Pair found guilty of leaking Bush-Blair memo
The leak was a breach of the Official Secrets Act.
David Keogh, a cipher expert who was convicted on two counts, had admitted passing on the memo about April 2004 talks in which Mr Bush purportedly referred to bombing Arab broadcaster al-Jazeera. Keogh was accused of passing the memo to his co-defendant, Leo O’Connor, 44, who in turn handed it to his boss, Tony Clarke, then an MP who voted against Britain’s decision to join the invasion of Iraq in 2003.
Keogh hoped the document would find its way into the public domain and expose the US President as a “madman”. Keogh, 50, told London’s Central Criminal Court he felt strongly about the memo, which he had to relay to diplomats overseas using secure methods, and hoped it would come to wider attention.
“The main person in my mind was John Kerry, who at the time was American candidate for the US presidential election in 2004,” he had testified.
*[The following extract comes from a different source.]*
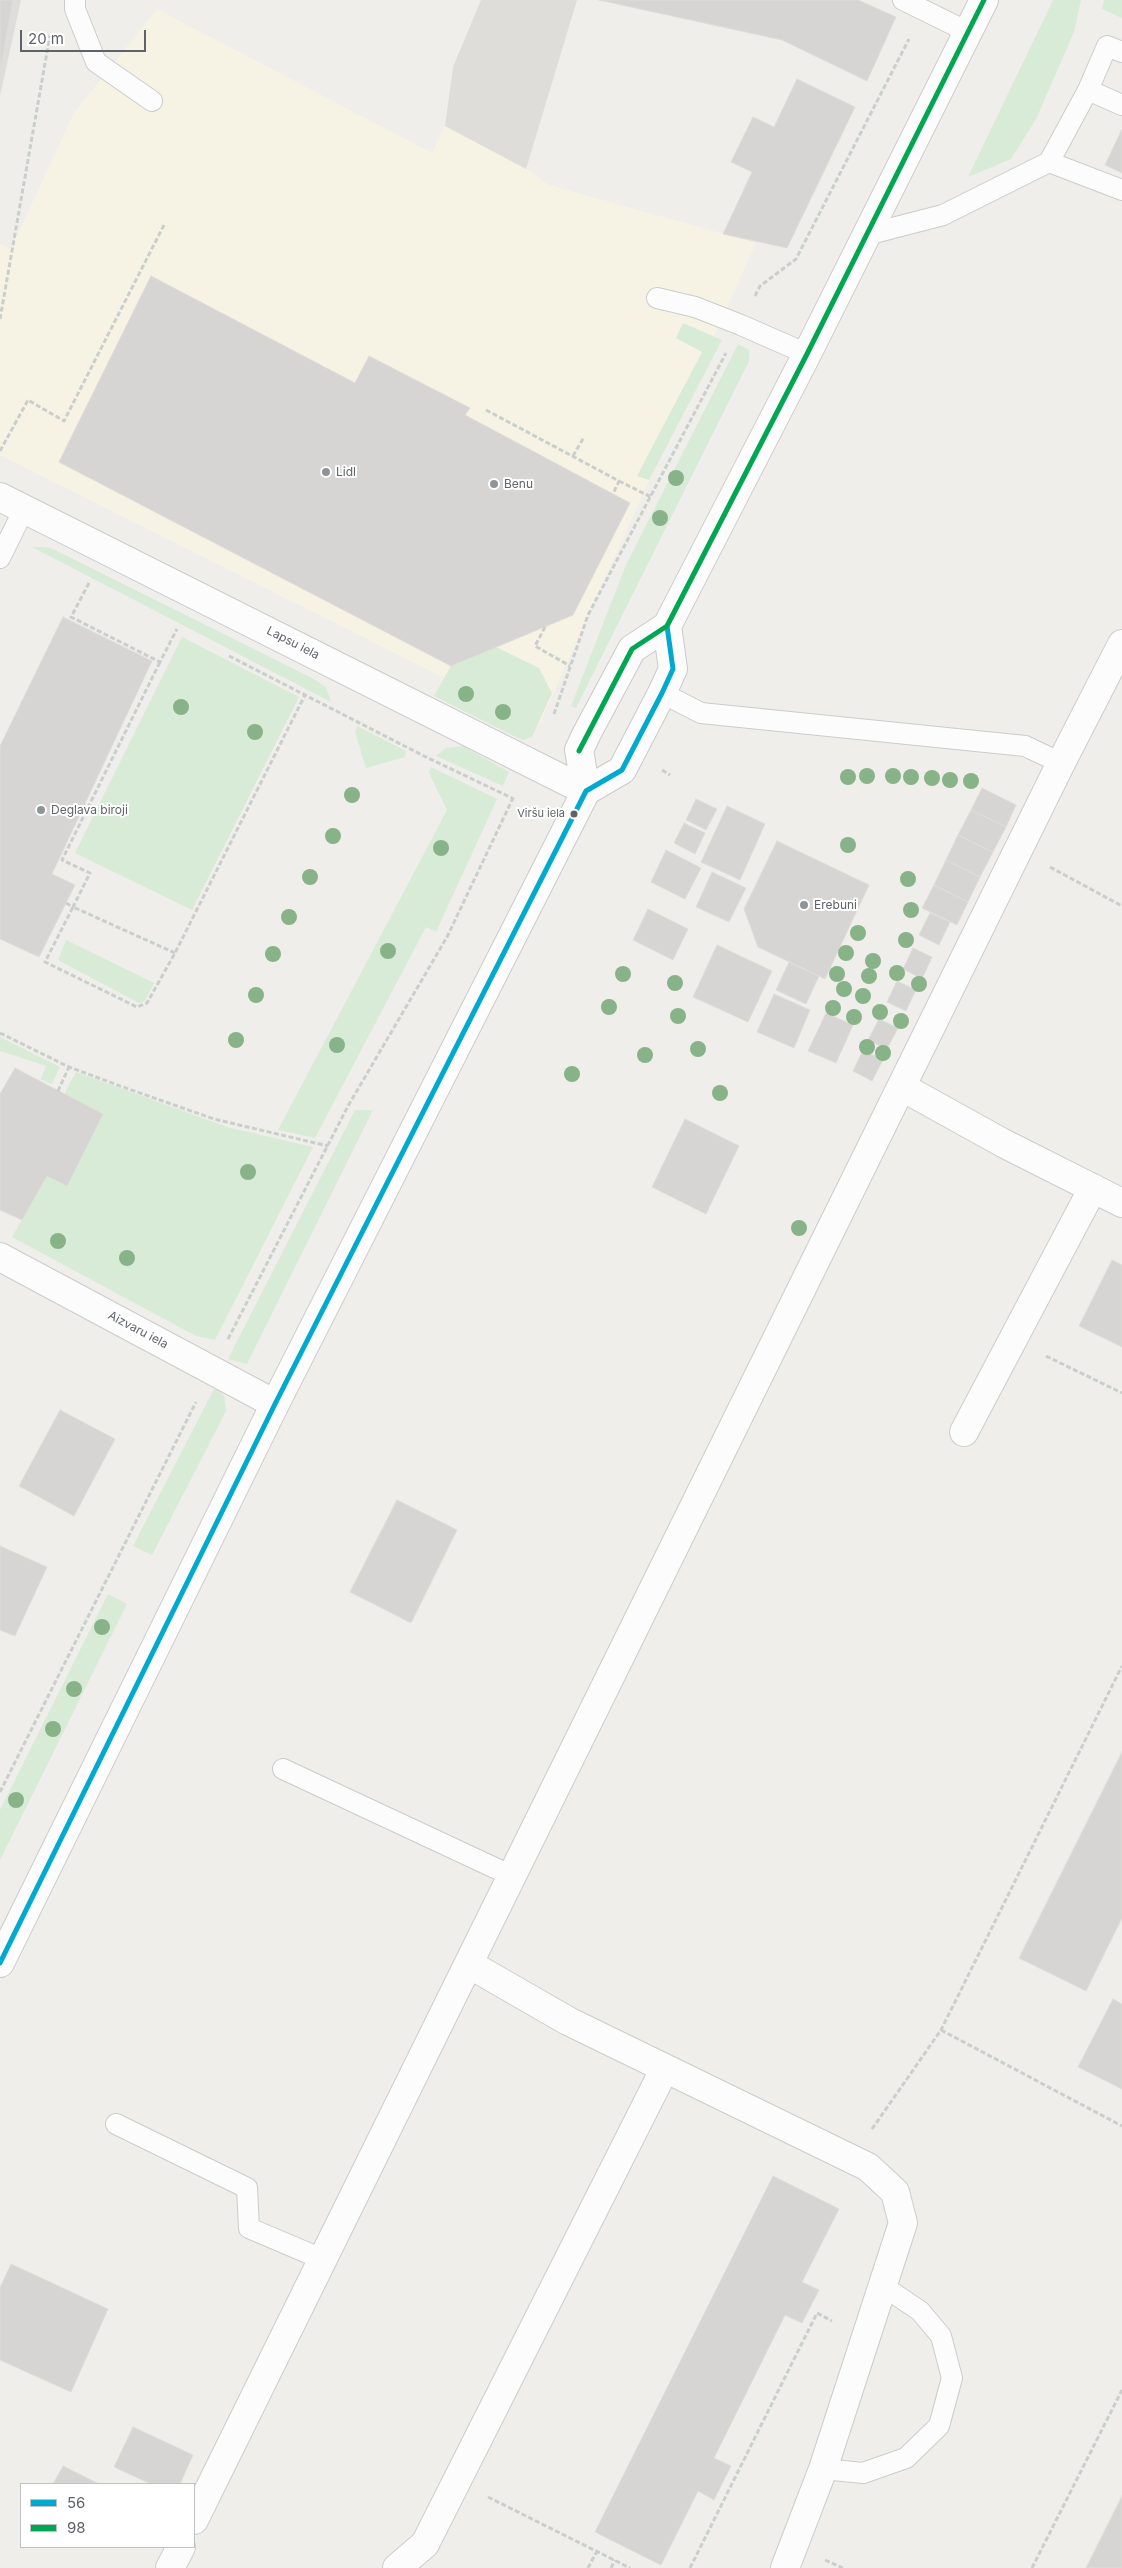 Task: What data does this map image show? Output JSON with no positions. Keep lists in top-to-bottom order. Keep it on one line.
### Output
{"streets":{"street":["Lapsu iela","Aizvaru iela"]},"places":["Lidl","Benu","Deglava biroji","Viršu iela","Erebuni"],"lines":["transit line 98","transit line 56"],"legend":["56","98"],"scale_bar":"20 m"}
He admitted holding “unfavourable” views on Mr Bush, but said he did not think publishing the document would hurt Britain’s security or international relations.
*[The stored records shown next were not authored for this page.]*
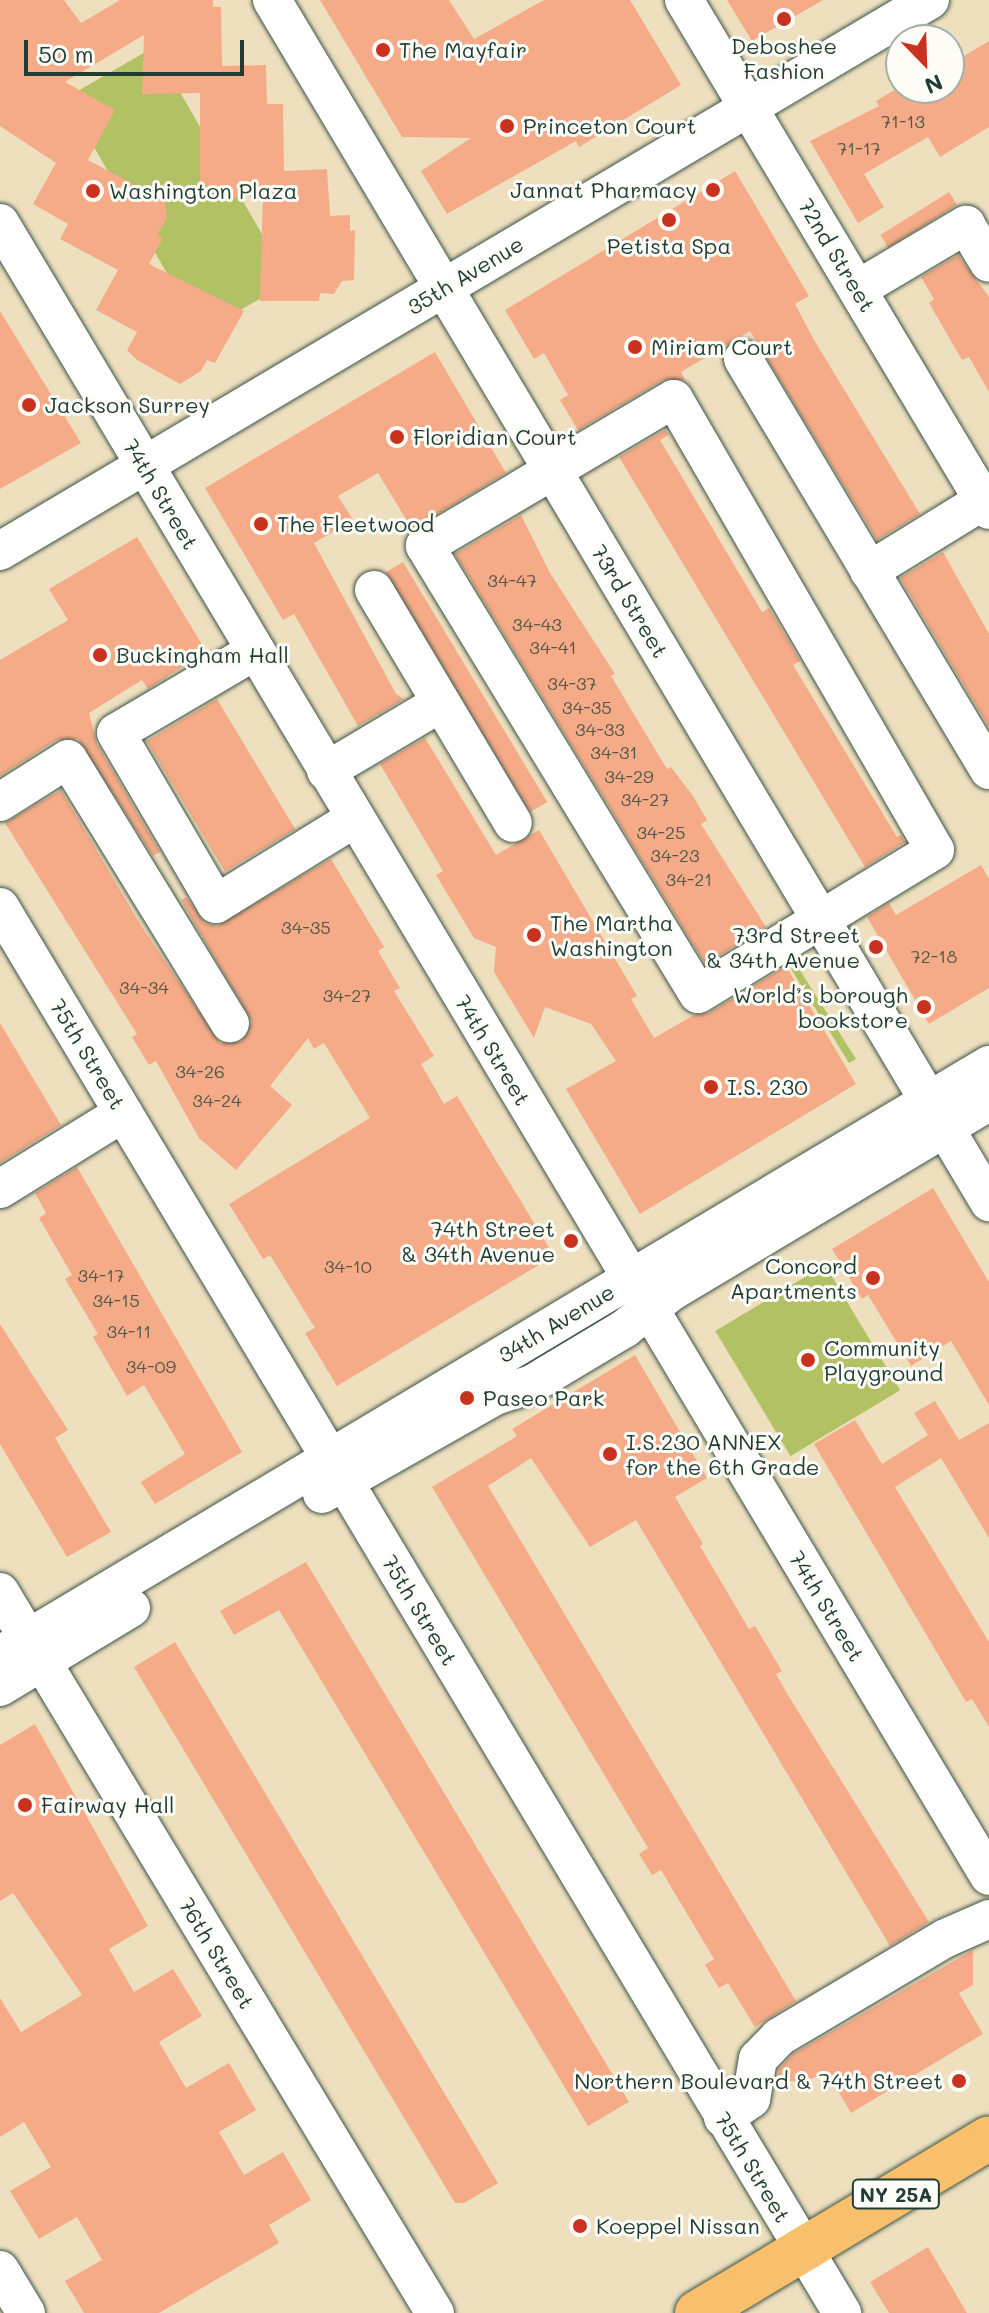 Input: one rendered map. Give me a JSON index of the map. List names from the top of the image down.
{
  "streets": {
    "main road": ["NY 25A"],
    "street": [
      "72nd Street",
      "35th Avenue",
      "74th Street",
      "73rd Street",
      "75th Street",
      "34th Avenue",
      "76th Street"
    ]
  },
  "crossings": [
    ["72nd Street", "35th Avenue"],
    ["35th Avenue", "74th Street"],
    ["35th Avenue", "73rd Street"],
    ["74th Street", "34th Avenue"],
    ["73rd Street", "34th Avenue"],
    ["75th Street", "34th Avenue"],
    ["75th Street", "NY 25A"],
    ["34th Avenue", "76th Street"]
  ],
  "places": [
    "Deboshee Fashion",
    "The Mayfair",
    "Princeton Court",
    "Jannat Pharmacy",
    "Washington Plaza",
    "Petista Spa",
    "Miriam Court",
    "Jackson Surrey",
    "Floridian Court",
    "The Fleetwood",
    "Buckingham Hall",
    "The Martha Washington",
    "73rd Street & 34th Avenue",
    "World’s borough bookstore",
    "I.S. 230",
    "74th Street & 34th Avenue",
    "Concord Apartments",
    "Community Playground",
    "Paseo Park",
    "I.S.230 ANNEX for the 6th Grade",
    "Fairway Hall",
    "Northern Boulevard & 74th Street",
    "Koeppel Nissan"
  ],
  "house_numbers": [
    "71-13",
    "71-17",
    "34-47",
    "34-43",
    "34-41",
    "34-37",
    "34-35",
    "34-33",
    "34-31",
    "34-29",
    "34-27",
    "34-25",
    "34-23",
    "34-21",
    "34-35",
    "72-18",
    "34-34",
    "34-27",
    "34-26",
    "34-24",
    "34-10",
    "34-17",
    "34-15",
    "34-11",
    "34-09"
  ],
  "scale_bar": "50 m",
  "north": "bottom right"
}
The Daily Mirror newspaper reported the memo showed Mr Blair arguing against Mr Bush’s suggestion of bombing al-Jazeera’s headquarters in Qatar. The paper said its sources disagreed on whether the suggestion was serious.
The document, marked “secret-personal”, was intended to be restricted to senior officials. The memo’s contents are considered so sensitive that much of the trial was heard behind closed doors. Witnesses and counsel did not refer to the contents in open court.